Tanworth was the childhood home of folk musician Nick Drake and his sister, the actress Gabrielle Drake. His grave lies in the parish churchyard. Since his death in 1974, Nick Drake has achieved cult status, and the village churchyard has become a place of pilgrimage for his fans. In recent years, an annual gathering of his fans has been held in the village.

The grave of nine-times world motorcycle champion Mike Hailwood MBE, GM, and his daughter Michelle, who were both killed in a car accident at Portway in 1981, are also to be found here.
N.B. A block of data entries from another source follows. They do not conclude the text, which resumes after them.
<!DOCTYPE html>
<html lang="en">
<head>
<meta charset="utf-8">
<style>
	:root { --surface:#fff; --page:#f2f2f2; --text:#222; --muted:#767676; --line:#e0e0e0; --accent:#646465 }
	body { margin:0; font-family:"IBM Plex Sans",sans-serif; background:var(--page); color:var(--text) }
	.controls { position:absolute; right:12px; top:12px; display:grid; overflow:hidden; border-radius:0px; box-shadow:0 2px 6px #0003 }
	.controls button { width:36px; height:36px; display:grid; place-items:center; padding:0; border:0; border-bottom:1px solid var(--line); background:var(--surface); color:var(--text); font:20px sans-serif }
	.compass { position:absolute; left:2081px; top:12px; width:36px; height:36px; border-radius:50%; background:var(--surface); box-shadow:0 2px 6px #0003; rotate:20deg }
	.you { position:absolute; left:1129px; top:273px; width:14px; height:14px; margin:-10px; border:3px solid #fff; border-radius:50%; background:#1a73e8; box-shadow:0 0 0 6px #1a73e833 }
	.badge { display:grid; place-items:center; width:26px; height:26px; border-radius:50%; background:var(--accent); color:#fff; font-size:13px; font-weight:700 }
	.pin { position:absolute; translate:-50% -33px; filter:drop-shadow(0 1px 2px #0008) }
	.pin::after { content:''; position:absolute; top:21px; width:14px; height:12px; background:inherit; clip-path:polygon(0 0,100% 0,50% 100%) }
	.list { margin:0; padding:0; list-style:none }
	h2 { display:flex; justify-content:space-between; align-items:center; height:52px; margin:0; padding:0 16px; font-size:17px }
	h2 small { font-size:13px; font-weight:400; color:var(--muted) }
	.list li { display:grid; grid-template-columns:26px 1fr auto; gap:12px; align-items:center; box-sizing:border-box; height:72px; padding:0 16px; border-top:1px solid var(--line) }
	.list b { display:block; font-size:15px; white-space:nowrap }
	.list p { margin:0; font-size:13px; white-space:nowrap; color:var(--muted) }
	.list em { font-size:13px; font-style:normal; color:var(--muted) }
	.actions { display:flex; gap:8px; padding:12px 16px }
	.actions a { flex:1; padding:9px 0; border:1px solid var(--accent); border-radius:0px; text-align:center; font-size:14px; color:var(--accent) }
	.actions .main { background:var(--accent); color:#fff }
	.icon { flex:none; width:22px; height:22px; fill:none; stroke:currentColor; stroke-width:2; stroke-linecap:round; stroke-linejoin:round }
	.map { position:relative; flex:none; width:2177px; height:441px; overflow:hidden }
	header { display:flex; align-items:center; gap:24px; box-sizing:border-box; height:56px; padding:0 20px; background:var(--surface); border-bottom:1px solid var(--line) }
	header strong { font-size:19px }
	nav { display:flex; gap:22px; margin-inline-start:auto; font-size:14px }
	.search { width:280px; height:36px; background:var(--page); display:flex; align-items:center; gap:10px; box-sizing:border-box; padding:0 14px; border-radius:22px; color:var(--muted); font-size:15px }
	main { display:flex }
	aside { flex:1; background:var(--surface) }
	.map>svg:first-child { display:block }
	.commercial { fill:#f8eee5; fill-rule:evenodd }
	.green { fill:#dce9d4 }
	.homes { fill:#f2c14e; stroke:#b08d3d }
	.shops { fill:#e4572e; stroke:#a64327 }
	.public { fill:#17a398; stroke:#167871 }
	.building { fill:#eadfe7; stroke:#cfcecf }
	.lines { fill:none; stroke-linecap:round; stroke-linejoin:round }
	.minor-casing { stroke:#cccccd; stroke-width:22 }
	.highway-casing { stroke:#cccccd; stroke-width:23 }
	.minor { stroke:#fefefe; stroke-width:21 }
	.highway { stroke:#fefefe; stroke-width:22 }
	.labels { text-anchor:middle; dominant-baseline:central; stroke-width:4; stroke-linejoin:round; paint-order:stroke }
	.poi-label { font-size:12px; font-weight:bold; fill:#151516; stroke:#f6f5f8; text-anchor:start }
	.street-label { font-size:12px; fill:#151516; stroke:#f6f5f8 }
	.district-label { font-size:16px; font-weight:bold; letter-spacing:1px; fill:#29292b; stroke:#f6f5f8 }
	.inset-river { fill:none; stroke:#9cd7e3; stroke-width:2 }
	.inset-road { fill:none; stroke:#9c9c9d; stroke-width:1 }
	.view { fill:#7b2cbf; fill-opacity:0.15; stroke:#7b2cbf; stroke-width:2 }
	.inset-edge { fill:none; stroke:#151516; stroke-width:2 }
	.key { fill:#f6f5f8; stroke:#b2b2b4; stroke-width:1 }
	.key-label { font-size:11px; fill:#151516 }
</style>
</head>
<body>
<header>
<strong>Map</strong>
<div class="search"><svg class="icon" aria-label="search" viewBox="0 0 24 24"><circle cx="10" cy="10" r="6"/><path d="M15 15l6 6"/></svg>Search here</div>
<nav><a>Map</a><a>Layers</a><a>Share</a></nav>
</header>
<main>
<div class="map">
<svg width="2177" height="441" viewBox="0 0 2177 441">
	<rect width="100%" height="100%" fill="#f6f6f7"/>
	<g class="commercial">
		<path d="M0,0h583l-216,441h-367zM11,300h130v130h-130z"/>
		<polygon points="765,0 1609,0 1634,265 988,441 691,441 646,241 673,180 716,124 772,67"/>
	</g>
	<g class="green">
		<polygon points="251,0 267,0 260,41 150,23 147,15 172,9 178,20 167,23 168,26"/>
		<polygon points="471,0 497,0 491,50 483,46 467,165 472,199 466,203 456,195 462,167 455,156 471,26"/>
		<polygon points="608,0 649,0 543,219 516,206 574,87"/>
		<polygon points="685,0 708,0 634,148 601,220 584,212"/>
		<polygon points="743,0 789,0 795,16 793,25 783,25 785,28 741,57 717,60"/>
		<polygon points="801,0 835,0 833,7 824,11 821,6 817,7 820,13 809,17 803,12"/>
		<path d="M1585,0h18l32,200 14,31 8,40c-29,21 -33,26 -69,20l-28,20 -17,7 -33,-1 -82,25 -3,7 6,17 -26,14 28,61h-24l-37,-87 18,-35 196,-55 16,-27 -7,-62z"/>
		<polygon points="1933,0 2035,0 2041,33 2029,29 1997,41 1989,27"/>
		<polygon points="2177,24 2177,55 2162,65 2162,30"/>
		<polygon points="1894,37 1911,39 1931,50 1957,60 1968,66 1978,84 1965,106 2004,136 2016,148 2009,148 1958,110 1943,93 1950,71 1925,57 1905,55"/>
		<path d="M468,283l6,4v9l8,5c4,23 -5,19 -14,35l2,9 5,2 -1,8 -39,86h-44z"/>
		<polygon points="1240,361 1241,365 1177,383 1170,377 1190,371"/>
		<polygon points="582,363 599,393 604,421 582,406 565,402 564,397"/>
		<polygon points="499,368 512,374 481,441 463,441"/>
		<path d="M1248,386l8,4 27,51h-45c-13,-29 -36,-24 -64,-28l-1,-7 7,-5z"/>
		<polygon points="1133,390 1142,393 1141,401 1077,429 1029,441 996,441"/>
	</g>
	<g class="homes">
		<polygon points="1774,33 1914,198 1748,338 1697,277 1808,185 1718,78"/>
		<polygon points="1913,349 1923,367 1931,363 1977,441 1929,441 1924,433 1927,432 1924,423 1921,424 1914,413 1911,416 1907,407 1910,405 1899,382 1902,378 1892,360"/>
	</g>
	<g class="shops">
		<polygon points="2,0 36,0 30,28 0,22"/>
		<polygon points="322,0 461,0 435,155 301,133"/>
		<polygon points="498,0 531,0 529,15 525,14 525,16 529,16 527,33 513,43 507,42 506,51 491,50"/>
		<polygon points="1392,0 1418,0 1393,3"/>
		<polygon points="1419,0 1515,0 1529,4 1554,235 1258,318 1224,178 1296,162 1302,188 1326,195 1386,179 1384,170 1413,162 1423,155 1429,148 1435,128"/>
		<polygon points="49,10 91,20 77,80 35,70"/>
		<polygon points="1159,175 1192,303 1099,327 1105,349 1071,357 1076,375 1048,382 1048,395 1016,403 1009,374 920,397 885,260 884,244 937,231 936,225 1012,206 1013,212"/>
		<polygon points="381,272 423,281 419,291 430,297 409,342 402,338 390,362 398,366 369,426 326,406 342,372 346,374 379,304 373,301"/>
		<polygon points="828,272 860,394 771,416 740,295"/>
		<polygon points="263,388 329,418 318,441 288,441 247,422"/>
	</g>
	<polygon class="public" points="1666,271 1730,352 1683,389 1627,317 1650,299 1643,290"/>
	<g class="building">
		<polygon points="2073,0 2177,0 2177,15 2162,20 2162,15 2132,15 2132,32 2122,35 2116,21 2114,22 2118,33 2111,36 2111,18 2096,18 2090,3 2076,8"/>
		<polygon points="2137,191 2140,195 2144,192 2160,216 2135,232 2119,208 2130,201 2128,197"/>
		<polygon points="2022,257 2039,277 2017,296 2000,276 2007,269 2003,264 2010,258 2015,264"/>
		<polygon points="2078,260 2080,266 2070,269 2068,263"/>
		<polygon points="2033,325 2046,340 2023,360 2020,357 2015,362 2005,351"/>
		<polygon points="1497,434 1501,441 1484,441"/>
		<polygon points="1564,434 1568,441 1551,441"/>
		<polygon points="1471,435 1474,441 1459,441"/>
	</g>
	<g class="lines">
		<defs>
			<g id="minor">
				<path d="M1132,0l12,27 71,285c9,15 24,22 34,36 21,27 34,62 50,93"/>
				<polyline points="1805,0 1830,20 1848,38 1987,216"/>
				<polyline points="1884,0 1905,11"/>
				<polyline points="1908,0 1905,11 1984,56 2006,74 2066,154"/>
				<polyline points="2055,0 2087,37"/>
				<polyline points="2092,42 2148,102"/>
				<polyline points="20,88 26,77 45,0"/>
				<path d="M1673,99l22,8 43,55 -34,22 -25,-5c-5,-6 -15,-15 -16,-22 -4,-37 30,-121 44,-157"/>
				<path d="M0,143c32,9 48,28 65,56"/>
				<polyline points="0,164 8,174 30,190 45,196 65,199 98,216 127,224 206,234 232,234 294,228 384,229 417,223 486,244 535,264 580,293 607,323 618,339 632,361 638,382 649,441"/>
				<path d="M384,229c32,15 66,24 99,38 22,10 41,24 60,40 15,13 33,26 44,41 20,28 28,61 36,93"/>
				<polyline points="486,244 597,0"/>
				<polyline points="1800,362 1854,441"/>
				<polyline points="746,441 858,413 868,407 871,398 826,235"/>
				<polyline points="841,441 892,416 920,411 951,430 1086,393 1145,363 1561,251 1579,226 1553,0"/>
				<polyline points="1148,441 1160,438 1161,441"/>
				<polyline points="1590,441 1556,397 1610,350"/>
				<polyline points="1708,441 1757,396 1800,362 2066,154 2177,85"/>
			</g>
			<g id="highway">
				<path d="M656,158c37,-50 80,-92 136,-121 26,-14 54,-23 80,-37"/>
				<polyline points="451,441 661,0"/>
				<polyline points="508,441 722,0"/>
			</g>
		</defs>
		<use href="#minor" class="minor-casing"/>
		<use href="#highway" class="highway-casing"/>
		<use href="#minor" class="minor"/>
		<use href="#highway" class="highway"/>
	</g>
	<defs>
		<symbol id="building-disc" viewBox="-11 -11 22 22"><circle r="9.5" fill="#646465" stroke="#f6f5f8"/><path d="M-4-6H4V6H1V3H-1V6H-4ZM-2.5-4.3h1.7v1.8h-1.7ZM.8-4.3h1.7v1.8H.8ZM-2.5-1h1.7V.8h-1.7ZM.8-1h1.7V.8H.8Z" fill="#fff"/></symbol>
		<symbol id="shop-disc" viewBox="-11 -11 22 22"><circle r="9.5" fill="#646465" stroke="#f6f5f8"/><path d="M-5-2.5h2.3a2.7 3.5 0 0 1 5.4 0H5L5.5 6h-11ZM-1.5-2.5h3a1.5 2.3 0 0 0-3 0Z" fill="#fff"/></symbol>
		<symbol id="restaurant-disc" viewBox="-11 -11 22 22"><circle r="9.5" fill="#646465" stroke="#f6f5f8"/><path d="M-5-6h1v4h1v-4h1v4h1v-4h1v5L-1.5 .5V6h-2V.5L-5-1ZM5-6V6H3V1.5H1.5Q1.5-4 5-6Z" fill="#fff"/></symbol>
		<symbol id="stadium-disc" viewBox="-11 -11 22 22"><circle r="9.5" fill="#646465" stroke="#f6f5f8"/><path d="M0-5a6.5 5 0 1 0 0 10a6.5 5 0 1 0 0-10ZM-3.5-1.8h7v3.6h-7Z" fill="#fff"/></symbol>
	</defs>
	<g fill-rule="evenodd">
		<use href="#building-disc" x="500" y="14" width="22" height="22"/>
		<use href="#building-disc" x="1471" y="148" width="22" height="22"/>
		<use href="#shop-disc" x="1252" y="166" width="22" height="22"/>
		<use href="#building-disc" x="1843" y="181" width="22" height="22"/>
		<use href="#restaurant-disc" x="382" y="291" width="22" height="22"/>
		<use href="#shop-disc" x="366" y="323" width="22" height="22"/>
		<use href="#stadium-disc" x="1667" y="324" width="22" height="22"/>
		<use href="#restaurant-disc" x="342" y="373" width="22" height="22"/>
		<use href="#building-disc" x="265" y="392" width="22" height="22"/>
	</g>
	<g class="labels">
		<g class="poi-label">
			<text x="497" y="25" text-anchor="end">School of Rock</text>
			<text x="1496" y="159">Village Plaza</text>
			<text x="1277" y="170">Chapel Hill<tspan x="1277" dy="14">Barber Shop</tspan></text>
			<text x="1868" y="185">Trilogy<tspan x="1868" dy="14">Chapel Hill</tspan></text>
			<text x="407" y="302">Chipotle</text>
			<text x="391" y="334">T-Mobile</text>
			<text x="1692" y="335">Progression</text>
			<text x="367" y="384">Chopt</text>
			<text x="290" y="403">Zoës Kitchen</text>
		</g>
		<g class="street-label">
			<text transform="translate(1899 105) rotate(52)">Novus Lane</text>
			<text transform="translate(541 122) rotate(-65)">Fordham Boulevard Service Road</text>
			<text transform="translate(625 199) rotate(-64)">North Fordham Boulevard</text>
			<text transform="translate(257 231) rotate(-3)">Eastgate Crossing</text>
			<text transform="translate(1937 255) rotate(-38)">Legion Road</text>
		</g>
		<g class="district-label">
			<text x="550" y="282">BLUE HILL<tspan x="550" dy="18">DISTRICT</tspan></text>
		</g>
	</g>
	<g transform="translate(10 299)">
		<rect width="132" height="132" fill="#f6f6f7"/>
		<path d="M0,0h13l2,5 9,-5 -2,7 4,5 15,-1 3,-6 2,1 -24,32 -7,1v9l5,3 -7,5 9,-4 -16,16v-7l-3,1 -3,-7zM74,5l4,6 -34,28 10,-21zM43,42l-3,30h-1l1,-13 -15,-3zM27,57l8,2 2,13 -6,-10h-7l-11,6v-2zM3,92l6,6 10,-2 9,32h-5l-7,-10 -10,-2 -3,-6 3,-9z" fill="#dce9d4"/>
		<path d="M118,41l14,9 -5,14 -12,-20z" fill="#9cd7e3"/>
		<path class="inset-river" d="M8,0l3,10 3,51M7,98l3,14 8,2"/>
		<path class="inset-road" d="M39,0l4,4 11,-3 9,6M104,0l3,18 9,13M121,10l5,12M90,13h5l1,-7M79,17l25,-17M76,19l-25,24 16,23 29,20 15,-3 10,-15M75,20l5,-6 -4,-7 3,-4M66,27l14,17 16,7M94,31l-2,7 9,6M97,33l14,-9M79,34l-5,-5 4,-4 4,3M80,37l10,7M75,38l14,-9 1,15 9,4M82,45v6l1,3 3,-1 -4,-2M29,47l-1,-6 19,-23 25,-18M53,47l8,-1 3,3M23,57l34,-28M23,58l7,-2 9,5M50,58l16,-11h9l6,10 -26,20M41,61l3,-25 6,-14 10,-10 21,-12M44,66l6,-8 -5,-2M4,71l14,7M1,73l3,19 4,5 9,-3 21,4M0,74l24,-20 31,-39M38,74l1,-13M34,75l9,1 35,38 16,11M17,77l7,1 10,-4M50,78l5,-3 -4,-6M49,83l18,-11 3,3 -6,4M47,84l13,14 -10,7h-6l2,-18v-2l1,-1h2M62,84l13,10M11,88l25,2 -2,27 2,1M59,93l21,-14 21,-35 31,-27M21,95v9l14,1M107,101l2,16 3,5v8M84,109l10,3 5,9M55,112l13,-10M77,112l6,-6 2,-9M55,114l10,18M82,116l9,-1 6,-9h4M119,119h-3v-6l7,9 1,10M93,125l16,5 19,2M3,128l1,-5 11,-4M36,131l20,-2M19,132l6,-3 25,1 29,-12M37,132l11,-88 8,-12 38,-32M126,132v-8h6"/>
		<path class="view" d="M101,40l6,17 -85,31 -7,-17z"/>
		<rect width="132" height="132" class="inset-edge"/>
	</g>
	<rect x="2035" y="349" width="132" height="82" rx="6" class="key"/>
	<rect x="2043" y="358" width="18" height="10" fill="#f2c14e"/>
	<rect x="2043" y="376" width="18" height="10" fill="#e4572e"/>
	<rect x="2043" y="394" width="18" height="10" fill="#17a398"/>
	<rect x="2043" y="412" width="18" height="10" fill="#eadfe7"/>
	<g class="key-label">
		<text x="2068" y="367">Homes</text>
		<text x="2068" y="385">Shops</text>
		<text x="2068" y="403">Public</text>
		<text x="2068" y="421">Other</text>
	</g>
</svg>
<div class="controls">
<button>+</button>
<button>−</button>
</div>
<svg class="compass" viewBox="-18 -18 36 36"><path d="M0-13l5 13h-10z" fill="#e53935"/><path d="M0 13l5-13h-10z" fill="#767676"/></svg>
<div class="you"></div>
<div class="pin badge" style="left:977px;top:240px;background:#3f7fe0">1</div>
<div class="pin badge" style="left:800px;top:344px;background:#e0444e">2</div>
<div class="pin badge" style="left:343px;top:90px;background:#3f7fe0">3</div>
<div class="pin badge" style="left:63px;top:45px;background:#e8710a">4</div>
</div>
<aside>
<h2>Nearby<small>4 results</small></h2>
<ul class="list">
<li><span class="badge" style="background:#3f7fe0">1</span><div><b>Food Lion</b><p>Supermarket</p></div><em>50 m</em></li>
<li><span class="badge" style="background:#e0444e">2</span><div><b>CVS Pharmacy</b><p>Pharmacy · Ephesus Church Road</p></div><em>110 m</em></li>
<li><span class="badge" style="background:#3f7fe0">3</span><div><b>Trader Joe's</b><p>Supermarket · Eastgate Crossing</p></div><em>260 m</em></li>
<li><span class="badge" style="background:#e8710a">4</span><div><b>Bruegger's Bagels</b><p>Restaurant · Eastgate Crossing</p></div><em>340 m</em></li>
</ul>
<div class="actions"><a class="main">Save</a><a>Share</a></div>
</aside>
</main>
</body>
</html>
An annual memorial motorcycle run was held every March from the former Norton motorcycle factory to Tanworth, although this was stopped after the 2011 event.

The parish includes Umberslade Hall, on the border with Nuthurst, which dates from around 1695, and for six hundred years the home of the Archer family and later the industrialist George Frederic Muntz.

==Transport links==
The village lies close to the ex-Great Western Railway line from to but has never had a station of its own: rather it lies midway between two others - Wood End to the north and Danzey to the south, both about 1 mi distant, though the latter was once known as Danzey for Tanworth.